Antoine, de son côté, se met à travailler car les ressources familiales lui font défaut : il se lance donc dans une entreprise de pâte à papier qui lui prend beaucoup de temps. Question sentiments, il s’éprend follement d’Evelyne Ségré, la sœur de Marianne. Entre vie de famille sereine et passion déchainée, Antoine louvoie. Lassée de cette vie d’amour caché et désespérée par la perspective d’une vie conjugale sans passion, Evelyne se suicide. Antoine affronte courageusement ce deuil douloureux. De son côté, Marianne se lance dans une liaison de courte durée avec Dominique, un ami d’Antoine. Et la vie continue. Le couple ne s’aime plus, mais le confort de la vie de famille, c’est peut être un ciment encore plus solide que l’amour, et cette sérénité est essentielle à l’être humain. Voilà pourquoi Marianne et Antoine ne se sépareront jamais.

 

            Si Deux couvre un certain nombre d’années de la vie des personnages, qu’on ne s’y méprenne pas ! Le roman est assez court et rapide à lire. Cependant, il a l’ambition d’offrir une analyse précise et réaliste de la vie de couple et d’en brosser une vision finalement très désenchantée. D’abord, le mariage ne se base pas vraiment sur des sentiments amoureux francs et forcément partagés ; en effet, si Marianne aime follement Antoine, ce dernier le l’aime pas et décide de l’épouser parce qu’elle est disponible et possède les qualités qu’il attend d’une épouse. De la même manière, Solange, l’amie de Marianne, décide d’épouser le frère d’Antoine, Gilbert, parce qu’il l’aime et qu’il la veut si fort ! elle qui, suite à un avortement, est de santé fragile, elle qui aime Dominique, un ami d’Antoine ! Et puis, avec le temps, le désamour s’installe, implacablement. Très vite, Marianne se détache d’Antoine et se souvient avec regret des emportements passionnés qu’elle a connus. De son côté, Antoine s’éprend d’Evelyne, la sœur de son épouse. Gilbert, qui a pourtant aimé follement Solange, ne supporte plus cette épouse souffreteuse et toujours malade. Finalement, la morale de l’histoire serait peut-être qu’on désire toujours ce qu’on ne peut pas posséder, ce qui nous échappe en grande partie. Cependant, il ne faut pas oublier que l’intrigue du roman se déroule dans un milieu bourgeois, milieu social étouffant, aux principes sclérosés et sclérosants, peu propices aux emportements passionnés. Ainsi, la mentalité bourgeoise semble-t-elle particulièrement incompatible avec le bonheur individuel et amoureux car les relations officielles laissent la part belle à l’intérêt financier et familial. Par ailleurs, en contrepoint, Irène Némirovsky évoque des couples vieillissants et usés : les parents de Marianne et d’Antoine ne s’aiment plus. Pourtant, lorsque la mort emporte l’un des deux, celui qui reste dépérit dans une vie sans goût. Si le mariage ne les a pas rendus heureux, la solitude de la fin de vie n’est pas pour autant réjouissante.

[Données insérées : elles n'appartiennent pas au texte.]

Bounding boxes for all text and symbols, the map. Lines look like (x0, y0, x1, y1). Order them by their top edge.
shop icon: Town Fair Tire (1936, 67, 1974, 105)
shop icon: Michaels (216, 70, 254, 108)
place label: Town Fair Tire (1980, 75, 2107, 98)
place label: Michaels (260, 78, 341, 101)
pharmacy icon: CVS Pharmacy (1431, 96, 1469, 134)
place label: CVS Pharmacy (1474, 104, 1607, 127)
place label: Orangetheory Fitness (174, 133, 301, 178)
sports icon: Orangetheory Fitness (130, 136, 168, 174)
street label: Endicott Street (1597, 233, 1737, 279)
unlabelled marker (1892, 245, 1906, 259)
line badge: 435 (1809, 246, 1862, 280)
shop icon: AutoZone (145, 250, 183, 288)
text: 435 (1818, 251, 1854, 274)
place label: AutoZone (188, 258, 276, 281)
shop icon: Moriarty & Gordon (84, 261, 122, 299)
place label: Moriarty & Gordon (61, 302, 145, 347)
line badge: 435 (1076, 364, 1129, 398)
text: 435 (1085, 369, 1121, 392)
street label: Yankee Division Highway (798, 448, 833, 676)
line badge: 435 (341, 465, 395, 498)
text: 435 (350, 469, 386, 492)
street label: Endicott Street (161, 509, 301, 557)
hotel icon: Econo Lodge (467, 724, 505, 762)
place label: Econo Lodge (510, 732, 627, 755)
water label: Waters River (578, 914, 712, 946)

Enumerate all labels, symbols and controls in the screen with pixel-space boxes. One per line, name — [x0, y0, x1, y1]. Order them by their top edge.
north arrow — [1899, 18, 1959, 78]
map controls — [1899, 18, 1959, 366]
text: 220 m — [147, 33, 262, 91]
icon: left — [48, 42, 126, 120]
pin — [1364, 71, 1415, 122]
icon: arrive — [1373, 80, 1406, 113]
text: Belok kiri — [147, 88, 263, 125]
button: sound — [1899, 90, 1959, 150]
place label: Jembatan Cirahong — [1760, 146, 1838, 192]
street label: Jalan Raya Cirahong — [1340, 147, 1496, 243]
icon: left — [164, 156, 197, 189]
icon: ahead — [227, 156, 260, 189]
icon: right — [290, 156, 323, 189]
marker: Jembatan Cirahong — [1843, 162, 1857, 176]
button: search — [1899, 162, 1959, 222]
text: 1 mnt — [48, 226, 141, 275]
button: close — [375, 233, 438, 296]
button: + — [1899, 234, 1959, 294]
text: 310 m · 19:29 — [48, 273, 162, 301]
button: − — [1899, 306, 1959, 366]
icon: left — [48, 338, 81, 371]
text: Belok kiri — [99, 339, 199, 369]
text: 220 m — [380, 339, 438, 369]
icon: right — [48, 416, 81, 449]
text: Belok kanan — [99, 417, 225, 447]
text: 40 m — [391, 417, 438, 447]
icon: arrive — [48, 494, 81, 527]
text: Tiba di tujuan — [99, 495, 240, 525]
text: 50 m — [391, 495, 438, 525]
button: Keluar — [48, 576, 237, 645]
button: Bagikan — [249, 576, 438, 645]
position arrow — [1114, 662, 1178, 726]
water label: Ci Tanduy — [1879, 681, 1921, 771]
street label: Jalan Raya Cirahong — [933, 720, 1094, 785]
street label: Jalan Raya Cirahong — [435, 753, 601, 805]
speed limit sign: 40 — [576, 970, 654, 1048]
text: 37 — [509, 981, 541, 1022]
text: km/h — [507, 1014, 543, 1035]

            Cependant, si le roman traduit bien le désenchantement  lié au temps qui passe, et détruit les illusions et les sentiments les plus vivaces, on ne peut échapper à la sensation de superficialité et d’absence d’inspiration. Finalement, les personnages imaginés par Irène Némirovsky sont dénués de vie et de consistance ; ils n’existent que pour illustrer l’idée que l’auteure se fait du mariage et de la vie de couple, idée qu’elle n’a su ni développer ni incarner. Ainsi, si la vision douce amère de la vie de couple saisit l’esprit du lecteur, l’ensemble manque de tripes et de force car on a souvent l’impression qu’Irène Némirovsky se livre à un résumé qui livre les grandes lignes d’une œuvre plus ample, une sorte de projet qui mériterait d’être davantage maturé et mis en récit. Et je dois dire que ce n’est pas la première fois qu’Irène Némirovsky nous fait ce coup-là ! Et la mort prématurée de l’auteure  – assassinée à Auschwitz – laisse planer le doute quant au véritable aboutissement de l’œuvre qu’elle a laissée à droite et à gauche. Sans doute sommes-nous encore ici face à un roman pour lequel l’auteur prévoyait une autre mouture plus aboutie.